You are viewing a plain text version of this content. The canonical link for it is here.
Posted to dev@hbase.apache.org by Cosmin Lehene <cl...@adobe.com> on 2008/09/17 14:08:29 UTC

Hbase reads an entire 64MB HDFS block over network when reading a single value?

Hi,

Does Hbase read the entire file from network (HDFS) when doing a get
operation, or it's able to read just a smaller data segment?

I got down to HStoreFile HBaseReader that does a MapFile.open, but I can't
really figure what happens next...



Thanks,
Cosmin


Re: Hbase reads an entire 64MB HDFS block over network when reading a single value?

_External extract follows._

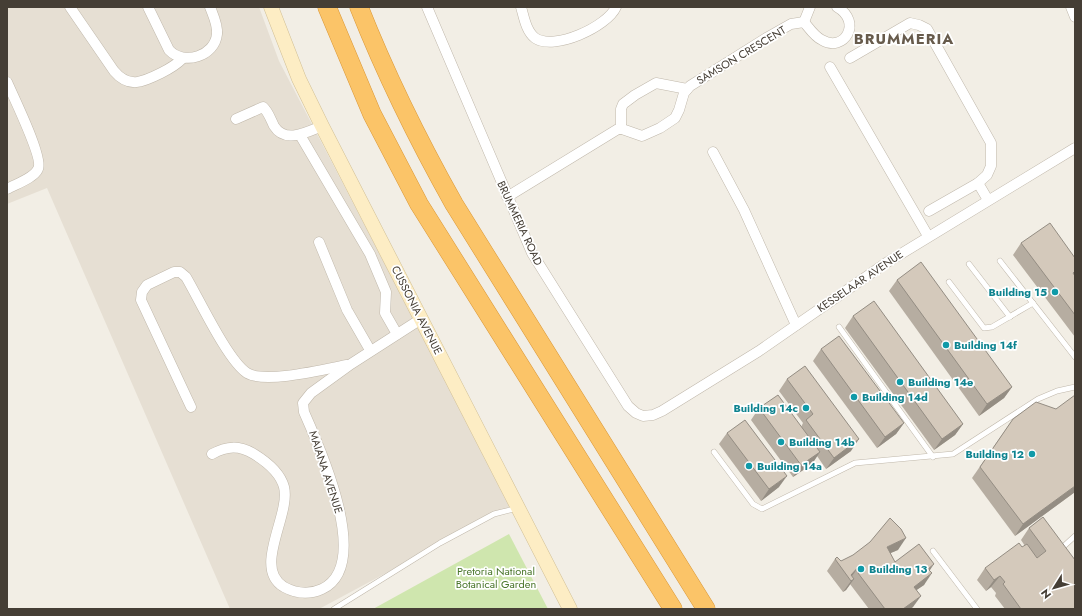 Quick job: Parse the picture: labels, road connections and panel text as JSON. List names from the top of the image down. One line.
{"streets":{"main road":["CUSSONIA AVENUE"],"street":["SAMSON CRESCENT","BRUMMERIA ROAD","KESSELAAR AVENUE","MAIANA AVENUE"]},"crossings":[["BRUMMERIA ROAD","KESSELAAR AVENUE"],["CUSSONIA AVENUE","MAIANA AVENUE"]],"districts":["BRUMMERIA"],"parks":["Pretoria National Botanical Garden"],"places":["Building 15","Building 14f","Building 14e","Building 14d","Building 14c","Building 14b","Building 12","Building 14a","Building 13"],"north":"bottom left"}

Posted by stack <st...@duboce.net>.
No.  To get some random entry from a store file, the Mapfile index is
employed seeking the location of the asked-for key over in the remote file
in the fileystem.  See the MapFile#get function up in hadoop.  DFSClient
manages the work.  There are for sure inefficencies involved when the
fetched value is bytes but the block-size in HDFS is 64MB but its not the
case that the full block is pulled client-side to extract the wanted values
(nor the pulling of the complete file).

Its a bit of a hairy ride trying to hold on once you break below the surface
of (H)DFS Client. If you are about to deep-dive and want some company, feel
free keeping the discussion going up here on this list.

Yours,
St.Ack

On Wed, Sep 17, 2008 at 5:08 AM, Cosmin Lehene <cl...@adobe.com> wrote:

> Hi,
>
> Does Hbase read the entire file from network (HDFS) when doing a get
> operation, or it's able to read just a smaller data segment?
>
> I got down to HStoreFile HBaseReader that does a MapFile.open, but I can't
> really figure what happens next...
>
>
>
> Thanks,
> Cosmin
>
>